_Directions for this task:_
Take the entries below and print only the lines from the one with "g.save(); g.translate(x, y);" through the one with "[2,1143,60,1152,199,1269,2,1269]", exactly as they stand, both ends included.

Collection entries
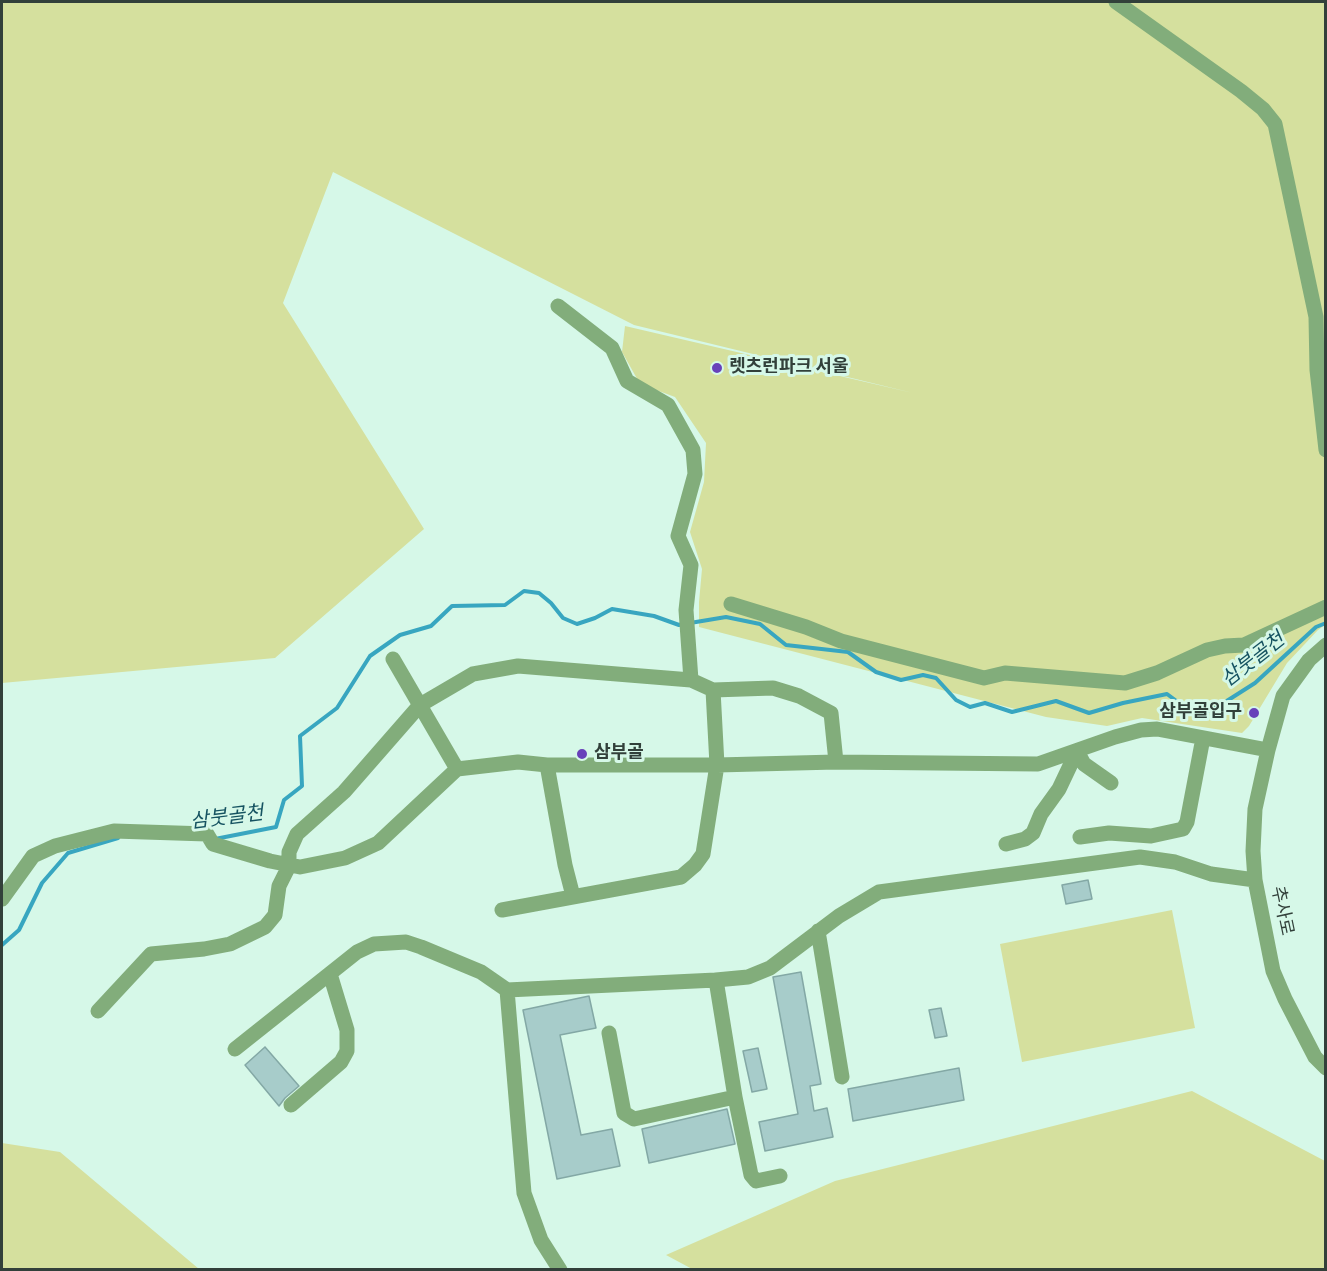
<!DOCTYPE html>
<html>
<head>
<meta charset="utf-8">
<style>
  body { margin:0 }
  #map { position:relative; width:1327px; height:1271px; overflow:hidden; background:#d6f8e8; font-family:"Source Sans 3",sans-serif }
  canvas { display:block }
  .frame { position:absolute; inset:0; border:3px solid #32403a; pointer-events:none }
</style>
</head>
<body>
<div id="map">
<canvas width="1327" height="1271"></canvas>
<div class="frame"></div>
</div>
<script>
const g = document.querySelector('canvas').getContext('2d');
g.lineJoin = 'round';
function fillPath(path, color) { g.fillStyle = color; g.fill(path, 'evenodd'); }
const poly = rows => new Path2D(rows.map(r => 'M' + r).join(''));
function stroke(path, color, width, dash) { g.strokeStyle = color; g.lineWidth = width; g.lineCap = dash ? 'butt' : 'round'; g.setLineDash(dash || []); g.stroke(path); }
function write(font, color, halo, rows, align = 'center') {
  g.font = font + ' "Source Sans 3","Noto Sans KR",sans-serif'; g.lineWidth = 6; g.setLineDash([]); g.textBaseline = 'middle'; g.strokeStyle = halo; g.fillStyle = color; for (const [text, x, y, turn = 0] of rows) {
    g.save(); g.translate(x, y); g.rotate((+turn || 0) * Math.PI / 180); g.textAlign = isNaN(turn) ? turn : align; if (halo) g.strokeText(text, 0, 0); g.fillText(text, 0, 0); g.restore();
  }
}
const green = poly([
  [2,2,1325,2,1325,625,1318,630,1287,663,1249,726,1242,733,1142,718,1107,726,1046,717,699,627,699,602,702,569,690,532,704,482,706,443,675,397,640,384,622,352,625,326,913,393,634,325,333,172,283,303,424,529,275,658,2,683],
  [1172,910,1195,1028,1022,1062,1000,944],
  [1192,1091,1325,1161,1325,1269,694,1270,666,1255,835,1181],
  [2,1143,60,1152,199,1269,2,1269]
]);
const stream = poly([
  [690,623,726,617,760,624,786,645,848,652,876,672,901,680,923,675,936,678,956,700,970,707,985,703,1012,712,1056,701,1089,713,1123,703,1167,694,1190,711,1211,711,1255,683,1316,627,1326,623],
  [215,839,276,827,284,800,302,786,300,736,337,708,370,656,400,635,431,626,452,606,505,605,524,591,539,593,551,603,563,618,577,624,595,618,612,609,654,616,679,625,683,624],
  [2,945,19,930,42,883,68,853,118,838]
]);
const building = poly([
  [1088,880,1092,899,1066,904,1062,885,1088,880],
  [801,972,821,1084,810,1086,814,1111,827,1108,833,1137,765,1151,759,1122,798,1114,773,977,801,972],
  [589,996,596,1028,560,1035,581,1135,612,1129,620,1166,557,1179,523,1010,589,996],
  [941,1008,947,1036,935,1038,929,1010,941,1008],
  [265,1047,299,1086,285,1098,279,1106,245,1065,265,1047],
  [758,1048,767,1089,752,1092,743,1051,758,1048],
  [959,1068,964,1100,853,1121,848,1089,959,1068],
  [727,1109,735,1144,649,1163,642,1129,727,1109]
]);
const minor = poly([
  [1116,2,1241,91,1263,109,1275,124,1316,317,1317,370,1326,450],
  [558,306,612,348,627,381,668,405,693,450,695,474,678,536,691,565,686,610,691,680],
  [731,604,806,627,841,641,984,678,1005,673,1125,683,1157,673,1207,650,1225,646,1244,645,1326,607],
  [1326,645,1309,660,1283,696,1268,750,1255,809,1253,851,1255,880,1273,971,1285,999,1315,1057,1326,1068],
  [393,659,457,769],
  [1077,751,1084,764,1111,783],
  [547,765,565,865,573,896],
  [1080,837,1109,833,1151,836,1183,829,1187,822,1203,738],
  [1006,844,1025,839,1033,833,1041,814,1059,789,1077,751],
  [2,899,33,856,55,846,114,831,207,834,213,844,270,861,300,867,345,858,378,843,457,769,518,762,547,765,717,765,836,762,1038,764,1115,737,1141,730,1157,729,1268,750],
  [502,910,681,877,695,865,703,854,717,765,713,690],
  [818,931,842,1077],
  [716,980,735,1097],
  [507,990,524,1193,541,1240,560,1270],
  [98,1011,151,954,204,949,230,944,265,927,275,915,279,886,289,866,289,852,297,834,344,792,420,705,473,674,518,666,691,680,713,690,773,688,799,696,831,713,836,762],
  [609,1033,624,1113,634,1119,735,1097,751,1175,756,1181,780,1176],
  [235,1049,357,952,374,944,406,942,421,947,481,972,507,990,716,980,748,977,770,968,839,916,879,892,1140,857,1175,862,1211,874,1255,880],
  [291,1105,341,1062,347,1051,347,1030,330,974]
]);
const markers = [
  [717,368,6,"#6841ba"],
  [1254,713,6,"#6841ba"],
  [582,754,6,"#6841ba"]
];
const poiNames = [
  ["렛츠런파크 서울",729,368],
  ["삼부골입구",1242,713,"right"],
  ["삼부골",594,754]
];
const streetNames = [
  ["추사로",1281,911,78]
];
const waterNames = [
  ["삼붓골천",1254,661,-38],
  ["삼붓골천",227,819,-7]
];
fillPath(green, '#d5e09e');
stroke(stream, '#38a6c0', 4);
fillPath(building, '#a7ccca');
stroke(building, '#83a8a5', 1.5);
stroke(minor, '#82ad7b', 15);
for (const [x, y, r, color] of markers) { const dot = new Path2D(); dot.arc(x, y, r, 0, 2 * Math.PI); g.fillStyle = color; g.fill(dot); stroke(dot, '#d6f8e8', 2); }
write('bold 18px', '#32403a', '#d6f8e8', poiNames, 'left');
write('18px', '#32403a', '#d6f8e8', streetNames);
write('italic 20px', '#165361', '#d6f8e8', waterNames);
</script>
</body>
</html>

_Finished exercise:_
    g.save(); g.translate(x, y); g.rotate((+turn || 0) * Math.PI / 180); g.textAlign = isNaN(turn) ? turn : align; if (halo) g.strokeText(text, 0, 0); g.fillText(text, 0, 0); g.restore();
  }
}
const green = poly([
  [2,2,1325,2,1325,625,1318,630,1287,663,1249,726,1242,733,1142,718,1107,726,1046,717,699,627,699,602,702,569,690,532,704,482,706,443,675,397,640,384,622,352,625,326,913,393,634,325,333,172,283,303,424,529,275,658,2,683],
  [1172,910,1195,1028,1022,1062,1000,944],
  [1192,1091,1325,1161,1325,1269,694,1270,666,1255,835,1181],
  [2,1143,60,1152,199,1269,2,1269]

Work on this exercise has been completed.